REQUIRED ACTION: The part to set down runs from the first line of the data below through the line with "function write(font, color, halo, rows, align", inclusive; write it exactly and leave out the pictures.

RECORDS SHOWN:
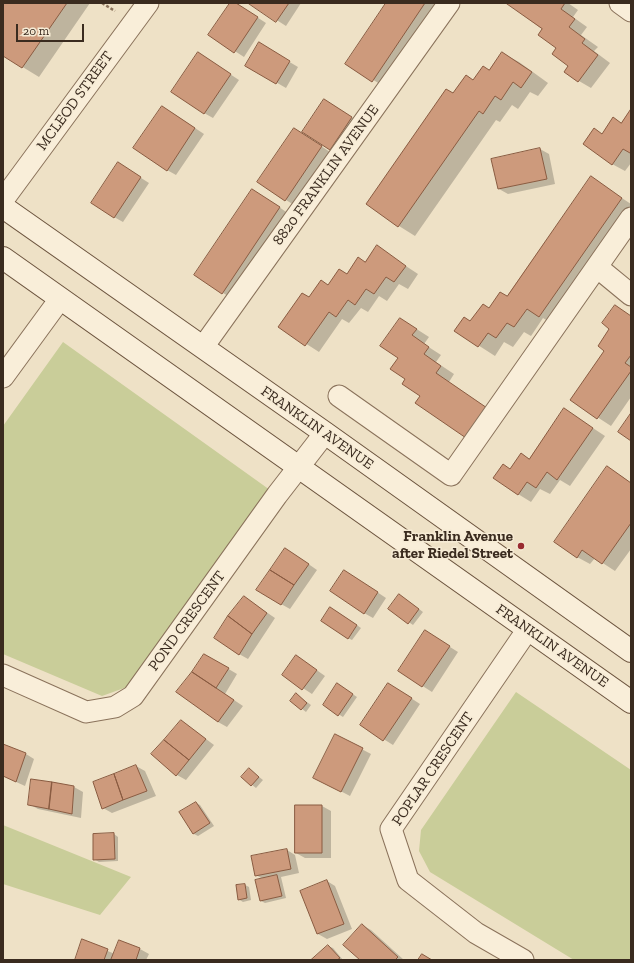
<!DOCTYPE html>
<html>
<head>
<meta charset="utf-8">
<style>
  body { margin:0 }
  #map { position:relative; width:634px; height:963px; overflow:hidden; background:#eee1c6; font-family:"Zilla Slab",serif }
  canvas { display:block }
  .frame { position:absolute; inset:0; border:4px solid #3a2b1f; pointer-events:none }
  .scale { position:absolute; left:16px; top:24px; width:68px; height:18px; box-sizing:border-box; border:2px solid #3a2b1f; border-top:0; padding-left:5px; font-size:12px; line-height:14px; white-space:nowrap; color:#3a2b1f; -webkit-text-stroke:3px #f6ebd5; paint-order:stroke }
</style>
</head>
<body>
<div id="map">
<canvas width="634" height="963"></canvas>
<div class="frame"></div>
<div class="scale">20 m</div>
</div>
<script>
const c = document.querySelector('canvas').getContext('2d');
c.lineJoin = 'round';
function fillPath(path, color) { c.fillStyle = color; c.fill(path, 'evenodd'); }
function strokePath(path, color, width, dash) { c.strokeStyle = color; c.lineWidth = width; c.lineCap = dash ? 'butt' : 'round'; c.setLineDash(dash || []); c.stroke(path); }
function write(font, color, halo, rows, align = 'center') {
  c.font = font + ' "Zilla Slab",serif'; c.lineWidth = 3; c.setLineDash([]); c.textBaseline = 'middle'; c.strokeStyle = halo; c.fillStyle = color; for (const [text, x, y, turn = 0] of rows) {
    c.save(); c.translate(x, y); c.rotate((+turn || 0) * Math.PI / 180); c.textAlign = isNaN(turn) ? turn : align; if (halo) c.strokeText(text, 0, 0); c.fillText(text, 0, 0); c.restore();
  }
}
fillPath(new Path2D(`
  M63 342 270 490 127 687 102 696 3 654V426Z
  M516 692 631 770V960H574L430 872 419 851 421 830Z
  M3 825 131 877 100 915 3 884Z`), '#c9cd99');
fillPath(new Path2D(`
  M3 3H90L39 77 3 55Z
  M231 3H235L266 23 244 57 210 35Z
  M250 3H301L286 26Z
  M387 3H439L386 88 347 63Z
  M508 3H568L578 10 573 17 587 27 581 35 598 47 594 51 610 63 591 88 579 81 558 48 544 29Z
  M259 44 298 67 286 88 246 65Z
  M502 53 519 62 548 83 538 96 530 92 518 109 512 105 500 122 496 120 415 236 399 226 367 204 454 94 489 71Z
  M207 59 239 80 213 118 204 113Z
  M333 105 360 123 339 154 330 149Z
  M631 111V163L625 171 612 164 602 134 622 124Z
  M171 112 204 134 176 175 167 170Z
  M303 134 330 152 294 205 286 200Z
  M540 149 549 154 555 184 508 194 499 189Z
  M127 169 149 183 123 222 114 217Z
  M591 178 631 204V218L556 326 543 318 531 336 524 332 513 347 504 342 495 356 456 331 507 297Z
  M266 198 292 216 235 300 223 293Z
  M377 247 418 274 408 289 399 284 387 301 379 296 368 312 361 308 349 323 342 319 319 352 280 327 310 298 366 263Z
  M615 306 631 316V397L611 426 571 400 605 350Z
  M401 319 429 337 424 344 441 355 436 362 454 374 449 382 502 419 421 396 407 379Z
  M564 409 605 436 570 486 560 480 550 494 540 489 531 502 518 494 521 454 530 459Z
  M620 475 631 483V549L615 571 595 558 590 564 577 557Z
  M294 554 317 570 290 609 281 604Z
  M353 576 386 598 373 618 364 613Z
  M244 597 275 618 248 659 239 654Z
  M404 598 423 612 413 625 390 609Z
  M335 610 361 628 352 640 348 638Z
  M434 637 458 652 432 692 399 671Z
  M205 655 237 674 225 694 243 706 227 727 218 722Z
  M297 656 325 676 312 694 283 675Z
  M342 687 357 697 343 717 324 705Z
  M397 689 420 704 393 745 361 725Z
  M297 695 311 705 306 712 292 701Z
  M190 727 214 745 186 780 177 775Z
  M335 735 371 754 350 796 323 782Z
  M3 745 26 754 34 759 25 786 3 776Z
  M136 766 145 771 156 796 112 813 103 808Z
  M249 769 263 780 256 788 242 777Z
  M32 780 74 787 83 792 81 818 38 809 29 804Z
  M196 803 200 805 214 826 198 836 194 834Z
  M296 806H322L331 811V858H305L296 853Z
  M94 834H114L118 837V861L99 862 94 859Z
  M287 850 295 855 299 873 281 877 286 898 265 903 261 901 263 879 256 875Z
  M327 881 335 886 352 929 327 939 318 934 302 891Z
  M245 885 249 887 251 900 243 902 238 899 237 886Z
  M362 925 371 930 404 960H362Z
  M83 941 115 954 119 941 140 949 149 954 146 960H76Z
  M328 946 333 948 343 960H312Z`), '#0003');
const building = new Path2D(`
  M3 3H67L22 68 3 56Z
  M230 3H236L258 17 234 53 208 35Z
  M248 3H289L276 22Z
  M386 3H425L372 82 345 64Z
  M506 3H565L561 9 575 19 569 27 585 39 582 43 598 55 578 82 564 72 568 66 552 54 556 48 538 35 542 29Z
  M259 42 290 61 276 84 245 66Z
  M198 52 231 74 204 114 171 92Z
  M502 52 532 72 521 88 513 82 501 100 495 96 483 114 479 111 398 227 366 204 446 89 453 93 466 75 473 80 483 66 489 70Z
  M324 99 352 117 330 150 302 132Z
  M162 106 195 128 167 171 133 148Z
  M631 109V152L630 153 623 149 612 165 583 144 594 128 602 134 613 117 621 123Z
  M294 128 322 146 285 201 257 182Z
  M540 148 547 179 498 189 491 159Z
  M118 162 141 177 114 218 91 203Z
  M591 176 622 198 539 317 527 309 514 327 507 323 496 338 488 333 478 347 454 331 464 317 470 321 483 304 489 308 500 292 507 296Z
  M252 189 280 207 222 294 194 275Z
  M377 245 406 266 394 282 386 277 374 294 366 289 355 305 348 300 336 317 329 312 305 346 278 327 302 293 309 297 321 280 328 285 339 269 347 274 358 257 365 262Z
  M615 305 631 316V355L625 363 631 367V371L597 419 570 400 604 351 598 346 609 329 602 323Z
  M400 318 417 329 412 335 429 347 424 354 441 366 436 373 490 410 469 440 415 403 420 396 402 384 405 379 390 369 398 358 380 346Z
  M564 408 593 428 557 480 547 472 536 488 527 482 518 495 493 478 503 464 510 469 521 453 529 459Z
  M631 413V441L618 432Z
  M607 466 631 483V523L602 564 582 550 577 558 554 542Z
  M285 548 309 564 294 585 270 570Z
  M270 570 294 585 281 605 256 590Z
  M344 570 378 592 364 614 330 591Z
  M399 594 419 609 408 624 388 609Z
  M244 596 267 613 252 634 228 616Z
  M330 607 357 625 348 639 321 621Z
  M228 616 252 634 239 655 214 638Z
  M425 630 450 646 422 687 398 671Z
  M204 654 229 668 216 688 192 672Z
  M296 655 317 670 302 690 282 675Z
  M192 672 234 700 218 722 176 692Z
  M337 683 353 694 338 716 323 705Z
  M388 683 412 698 383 741 360 725Z
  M296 693 307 703 301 710 290 701Z
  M181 720 206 739 189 760 164 740Z
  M335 734 363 748 341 792 313 778Z
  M164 740 189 760 176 776 151 754Z
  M3 744 26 753 16 782 3 776Z
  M136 765 147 791 123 800 114 774Z
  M249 768 259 777 251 786 241 777Z
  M114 774 123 800 102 809 93 782Z
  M31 779 52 782 49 809 28 805Z
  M52 782 74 786 72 814 49 809Z
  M196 802 210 823 193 834 179 812Z
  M295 805H322V853H295Z
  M114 833 115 859 93 860V834Z
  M287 849 291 869 255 876 251 856Z
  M277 875 282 896 260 901 255 880Z
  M327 880 344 924 317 934 300 891Z
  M245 884 247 898 238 900 236 885Z
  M362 924 398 957 395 960H360L343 945Z
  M82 939 108 949 104 960H75Z
  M119 940 140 948 136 960H111Z
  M328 945 340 958 337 960H311Z
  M422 954 432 960H418Z`);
fillPath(building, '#cd9a7c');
strokePath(building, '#895b41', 1);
const minor = new Path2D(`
  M620 3 631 11
  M3 200 148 3
  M597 267 631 295
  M203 347 449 3
  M3 377 60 299
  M339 396 451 475 631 218
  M3 675 86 712 115 707 133 696 277 495 325 433
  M523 960 476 933 408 880 391 829 528 629`);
const secondary = new Path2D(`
  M3 207 325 433 631 651
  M3 258 631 702`);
strokePath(minor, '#8a725b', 23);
strokePath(secondary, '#6c543e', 24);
strokePath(new Path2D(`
  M102 3 115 11`), '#8a725b', 2.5, [3, 2]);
strokePath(minor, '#f9eed9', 21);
strokePath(secondary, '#f9eed9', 22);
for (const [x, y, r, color] of [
  [521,546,4,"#992b30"]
]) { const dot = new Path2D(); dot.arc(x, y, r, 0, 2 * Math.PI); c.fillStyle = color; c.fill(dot); strokePath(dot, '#f6ebd5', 1.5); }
write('15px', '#3a2b1f', '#f6ebd5', [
  ["MCLEOD STREET",75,101,-54],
  ["8820 FRANKLIN AVENUE",326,175,-54],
  ["FRANKLIN AVENUE",317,428,35],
  ["POND CRESCENT",187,621,-54],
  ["FRANKLIN AVENUE",552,646,35],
  ["POPLAR CRESCENT",433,769,-56]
]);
write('bold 15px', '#3a2b1f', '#f6ebd5', [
  ["Franklin Avenue",513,537],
  ["after Riedel Street",513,554]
], 'right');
</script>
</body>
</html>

EXERCISE OUTPUT:
<!DOCTYPE html>
<html>
<head>
<meta charset="utf-8">
<style>
  body { margin:0 }
  #map { position:relative; width:634px; height:963px; overflow:hidden; background:#eee1c6; font-family:"Zilla Slab",serif }
  canvas { display:block }
  .frame { position:absolute; inset:0; border:4px solid #3a2b1f; pointer-events:none }
  .scale { position:absolute; left:16px; top:24px; width:68px; height:18px; box-sizing:border-box; border:2px solid #3a2b1f; border-top:0; padding-left:5px; font-size:12px; line-height:14px; white-space:nowrap; color:#3a2b1f; -webkit-text-stroke:3px #f6ebd5; paint-order:stroke }
</style>
</head>
<body>
<div id="map">
<canvas width="634" height="963"></canvas>
<div class="frame"></div>
<div class="scale">20 m</div>
</div>
<script>
const c = document.querySelector('canvas').getContext('2d');
c.lineJoin = 'round';
function fillPath(path, color) { c.fillStyle = color; c.fill(path, 'evenodd'); }
function strokePath(path, color, width, dash) { c.strokeStyle = color; c.lineWidth = width; c.lineCap = dash ? 'butt' : 'round'; c.setLineDash(dash || []); c.stroke(path); }
function write(font, color, halo, rows, align = 'center') {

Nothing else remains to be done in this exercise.